◆ Work instructions: The records are to be copied in their entirety, exactly as given.

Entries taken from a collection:
========

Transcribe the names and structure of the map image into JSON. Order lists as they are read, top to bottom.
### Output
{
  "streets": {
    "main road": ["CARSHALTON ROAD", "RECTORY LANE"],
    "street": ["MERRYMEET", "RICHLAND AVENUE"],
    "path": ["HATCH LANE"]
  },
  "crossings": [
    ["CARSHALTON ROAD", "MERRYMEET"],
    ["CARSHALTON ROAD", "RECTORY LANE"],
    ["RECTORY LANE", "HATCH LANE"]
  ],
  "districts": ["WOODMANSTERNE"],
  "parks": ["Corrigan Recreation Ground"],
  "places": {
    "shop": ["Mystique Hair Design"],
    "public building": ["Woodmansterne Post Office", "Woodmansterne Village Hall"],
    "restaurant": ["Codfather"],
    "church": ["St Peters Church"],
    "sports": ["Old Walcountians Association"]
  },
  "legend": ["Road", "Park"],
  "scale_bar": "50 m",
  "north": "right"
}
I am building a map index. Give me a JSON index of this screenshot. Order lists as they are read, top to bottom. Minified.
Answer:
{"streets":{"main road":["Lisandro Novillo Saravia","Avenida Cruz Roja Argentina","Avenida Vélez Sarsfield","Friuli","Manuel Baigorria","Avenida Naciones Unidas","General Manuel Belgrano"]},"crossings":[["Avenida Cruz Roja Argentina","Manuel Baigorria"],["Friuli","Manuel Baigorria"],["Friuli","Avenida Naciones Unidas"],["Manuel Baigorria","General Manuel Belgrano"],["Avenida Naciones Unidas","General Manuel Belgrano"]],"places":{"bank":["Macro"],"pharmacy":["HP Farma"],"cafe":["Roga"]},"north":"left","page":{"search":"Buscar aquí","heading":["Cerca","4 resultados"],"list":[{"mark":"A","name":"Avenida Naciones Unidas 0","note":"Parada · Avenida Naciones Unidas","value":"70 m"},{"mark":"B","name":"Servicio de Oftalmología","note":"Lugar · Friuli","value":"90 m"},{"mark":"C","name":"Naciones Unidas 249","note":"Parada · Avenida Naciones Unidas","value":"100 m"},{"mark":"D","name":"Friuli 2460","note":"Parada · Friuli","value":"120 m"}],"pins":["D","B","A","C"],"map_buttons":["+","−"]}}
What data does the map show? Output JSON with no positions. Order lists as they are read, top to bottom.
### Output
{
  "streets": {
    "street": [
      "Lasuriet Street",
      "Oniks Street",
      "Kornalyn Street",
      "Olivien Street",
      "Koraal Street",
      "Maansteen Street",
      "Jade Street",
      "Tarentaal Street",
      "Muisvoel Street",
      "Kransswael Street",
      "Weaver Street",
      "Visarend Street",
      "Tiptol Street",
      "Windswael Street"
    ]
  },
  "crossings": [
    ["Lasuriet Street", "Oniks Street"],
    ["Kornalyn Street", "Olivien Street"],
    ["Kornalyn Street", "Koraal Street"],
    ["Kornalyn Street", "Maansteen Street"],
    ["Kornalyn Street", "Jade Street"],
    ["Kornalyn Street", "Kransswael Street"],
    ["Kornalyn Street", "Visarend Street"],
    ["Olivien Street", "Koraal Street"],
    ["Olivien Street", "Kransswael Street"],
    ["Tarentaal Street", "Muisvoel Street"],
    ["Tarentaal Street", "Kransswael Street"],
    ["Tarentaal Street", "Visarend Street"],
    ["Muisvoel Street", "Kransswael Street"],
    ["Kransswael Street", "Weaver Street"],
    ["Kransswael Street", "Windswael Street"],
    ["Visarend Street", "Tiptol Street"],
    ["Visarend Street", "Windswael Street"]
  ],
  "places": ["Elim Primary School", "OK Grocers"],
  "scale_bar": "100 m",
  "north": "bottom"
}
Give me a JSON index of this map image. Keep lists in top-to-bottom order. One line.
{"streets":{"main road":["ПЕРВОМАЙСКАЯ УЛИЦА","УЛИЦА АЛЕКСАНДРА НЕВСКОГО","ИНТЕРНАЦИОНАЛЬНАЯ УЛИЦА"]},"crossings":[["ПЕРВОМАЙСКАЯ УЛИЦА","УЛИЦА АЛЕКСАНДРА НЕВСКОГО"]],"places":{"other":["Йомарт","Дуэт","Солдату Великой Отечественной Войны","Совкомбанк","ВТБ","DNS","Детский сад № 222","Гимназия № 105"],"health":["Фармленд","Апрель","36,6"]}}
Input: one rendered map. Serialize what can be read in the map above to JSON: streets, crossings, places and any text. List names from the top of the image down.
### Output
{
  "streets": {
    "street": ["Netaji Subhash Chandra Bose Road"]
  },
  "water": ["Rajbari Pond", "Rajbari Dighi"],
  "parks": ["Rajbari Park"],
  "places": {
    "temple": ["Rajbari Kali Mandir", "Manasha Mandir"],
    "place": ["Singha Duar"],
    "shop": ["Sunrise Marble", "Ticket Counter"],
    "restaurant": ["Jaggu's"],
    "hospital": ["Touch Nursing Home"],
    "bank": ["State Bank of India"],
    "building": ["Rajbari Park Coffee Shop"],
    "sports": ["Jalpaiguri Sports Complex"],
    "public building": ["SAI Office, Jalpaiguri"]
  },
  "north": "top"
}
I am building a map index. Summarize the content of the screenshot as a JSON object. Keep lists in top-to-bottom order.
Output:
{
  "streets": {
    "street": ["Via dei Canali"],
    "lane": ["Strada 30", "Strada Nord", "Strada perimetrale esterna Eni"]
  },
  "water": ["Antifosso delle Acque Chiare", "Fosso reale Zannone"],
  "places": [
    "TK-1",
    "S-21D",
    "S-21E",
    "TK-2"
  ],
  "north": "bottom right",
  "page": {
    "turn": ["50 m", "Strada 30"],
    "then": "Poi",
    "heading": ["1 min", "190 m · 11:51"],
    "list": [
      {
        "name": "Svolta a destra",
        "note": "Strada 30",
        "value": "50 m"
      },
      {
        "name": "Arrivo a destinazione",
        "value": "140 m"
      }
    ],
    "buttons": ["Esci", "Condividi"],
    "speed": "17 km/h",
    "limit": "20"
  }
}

========

◆ Response:
Transcribe the names and structure of the map image into JSON. Order lists as they are read, top to bottom.
### Output
{
  "streets": {
    "main road": ["CARSHALTON ROAD", "RECTORY LANE"],
    "street": ["MERRYMEET", "RICHLAND AVENUE"],
    "path": ["HATCH LANE"]
  },
  "crossings": [
    ["CARSHALTON ROAD", "MERRYMEET"],
    ["CARSHALTON ROAD", "RECTORY LANE"],
    ["RECTORY LANE", "HATCH LANE"]
  ],
  "districts": ["WOODMANSTERNE"],
  "parks": ["Corrigan Recreation Ground"],
  "places": {
    "shop": ["Mystique Hair Design"],
    "public building": ["Woodmansterne Post Office", "Woodmansterne Village Hall"],
    "restaurant": ["Codfather"],
    "church": ["St Peters Church"],
    "sports": ["Old Walcountians Association"]
  },
  "legend": ["Road", "Park"],
  "scale_bar": "50 m",
  "north": "right"
}
I am building a map index. Give me a JSON index of this screenshot. Order lists as they are read, top to bottom. Minified.
Answer:
{"streets":{"main road":["Lisandro Novillo Saravia","Avenida Cruz Roja Argentina","Avenida Vélez Sarsfield","Friuli","Manuel Baigorria","Avenida Naciones Unidas","General Manuel Belgrano"]},"crossings":[["Avenida Cruz Roja Argentina","Manuel Baigorria"],["Friuli","Manuel Baigorria"],["Friuli","Avenida Naciones Unidas"],["Manuel Baigorria","General Manuel Belgrano"],["Avenida Naciones Unidas","General Manuel Belgrano"]],"places":{"bank":["Macro"],"pharmacy":["HP Farma"],"cafe":["Roga"]},"north":"left","page":{"search":"Buscar aquí","heading":["Cerca","4 resultados"],"list":[{"mark":"A","name":"Avenida Naciones Unidas 0","note":"Parada · Avenida Naciones Unidas","value":"70 m"},{"mark":"B","name":"Servicio de Oftalmología","note":"Lugar · Friuli","value":"90 m"},{"mark":"C","name":"Naciones Unidas 249","note":"Parada · Avenida Naciones Unidas","value":"100 m"},{"mark":"D","name":"Friuli 2460","note":"Parada · Friuli","value":"120 m"}],"pins":["D","B","A","C"],"map_buttons":["+","−"]}}
What data does the map show? Output JSON with no positions. Order lists as they are read, top to bottom.
### Output
{
  "streets": {
    "street": [
      "Lasuriet Street",
      "Oniks Street",
      "Kornalyn Street",
      "Olivien Street",
      "Koraal Street",
      "Maansteen Street",
      "Jade Street",
      "Tarentaal Street",
      "Muisvoel Street",
      "Kransswael Street",
      "Weaver Street",
      "Visarend Street",
      "Tiptol Street",
      "Windswael Street"
    ]
  },
  "crossings": [
    ["Lasuriet Street", "Oniks Street"],
    ["Kornalyn Street", "Olivien Street"],
    ["Kornalyn Street", "Koraal Street"],
    ["Kornalyn Street", "Maansteen Street"],
    ["Kornalyn Street", "Jade Street"],
    ["Kornalyn Street", "Kransswael Street"],
    ["Kornalyn Street", "Visarend Street"],
    ["Olivien Street", "Koraal Street"],
    ["Olivien Street", "Kransswael Street"],
    ["Tarentaal Street", "Muisvoel Street"],
    ["Tarentaal Street", "Kransswael Street"],
    ["Tarentaal Street", "Visarend Street"],
    ["Muisvoel Street", "Kransswael Street"],
    ["Kransswael Street", "Weaver Street"],
    ["Kransswael Street", "Windswael Street"],
    ["Visarend Street", "Tiptol Street"],
    ["Visarend Street", "Windswael Street"]
  ],
  "places": ["Elim Primary School", "OK Grocers"],
  "scale_bar": "100 m",
  "north": "bottom"
}
Give me a JSON index of this map image. Keep lists in top-to-bottom order. One line.
{"streets":{"main road":["ПЕРВОМАЙСКАЯ УЛИЦА","УЛИЦА АЛЕКСАНДРА НЕВСКОГО","ИНТЕРНАЦИОНАЛЬНАЯ УЛИЦА"]},"crossings":[["ПЕРВОМАЙСКАЯ УЛИЦА","УЛИЦА АЛЕКСАНДРА НЕВСКОГО"]],"places":{"other":["Йомарт","Дуэт","Солдату Великой Отечественной Войны","Совкомбанк","ВТБ","DNS","Детский сад № 222","Гимназия № 105"],"health":["Фармленд","Апрель","36,6"]}}
Input: one rendered map. Serialize what can be read in the map above to JSON: streets, crossings, places and any text. List names from the top of the image down.
### Output
{
  "streets": {
    "street": ["Netaji Subhash Chandra Bose Road"]
  },
  "water": ["Rajbari Pond", "Rajbari Dighi"],
  "parks": ["Rajbari Park"],
  "places": {
    "temple": ["Rajbari Kali Mandir", "Manasha Mandir"],
    "place": ["Singha Duar"],
    "shop": ["Sunrise Marble", "Ticket Counter"],
    "restaurant": ["Jaggu's"],
    "hospital": ["Touch Nursing Home"],
    "bank": ["State Bank of India"],
    "building": ["Rajbari Park Coffee Shop"],
    "sports": ["Jalpaiguri Sports Complex"],
    "public building": ["SAI Office, Jalpaiguri"]
  },
  "north": "top"
}
I am building a map index. Summarize the content of the screenshot as a JSON object. Keep lists in top-to-bottom order.
Output:
{
  "streets": {
    "street": ["Via dei Canali"],
    "lane": ["Strada 30", "Strada Nord", "Strada perimetrale esterna Eni"]
  },
  "water": ["Antifosso delle Acque Chiare", "Fosso reale Zannone"],
  "places": [
    "TK-1",
    "S-21D",
    "S-21E",
    "TK-2"
  ],
  "north": "bottom right",
  "page": {
    "turn": ["50 m", "Strada 30"],
    "then": "Poi",
    "heading": ["1 min", "190 m · 11:51"],
    "list": [
      {
        "name": "Svolta a destra",
        "note": "Strada 30",
        "value": "50 m"
      },
      {
        "name": "Arrivo a destinazione",
        "value": "140 m"
      }
    ],
    "buttons": ["Esci", "Condividi"],
    "speed": "17 km/h",
    "limit": "20"
  }
}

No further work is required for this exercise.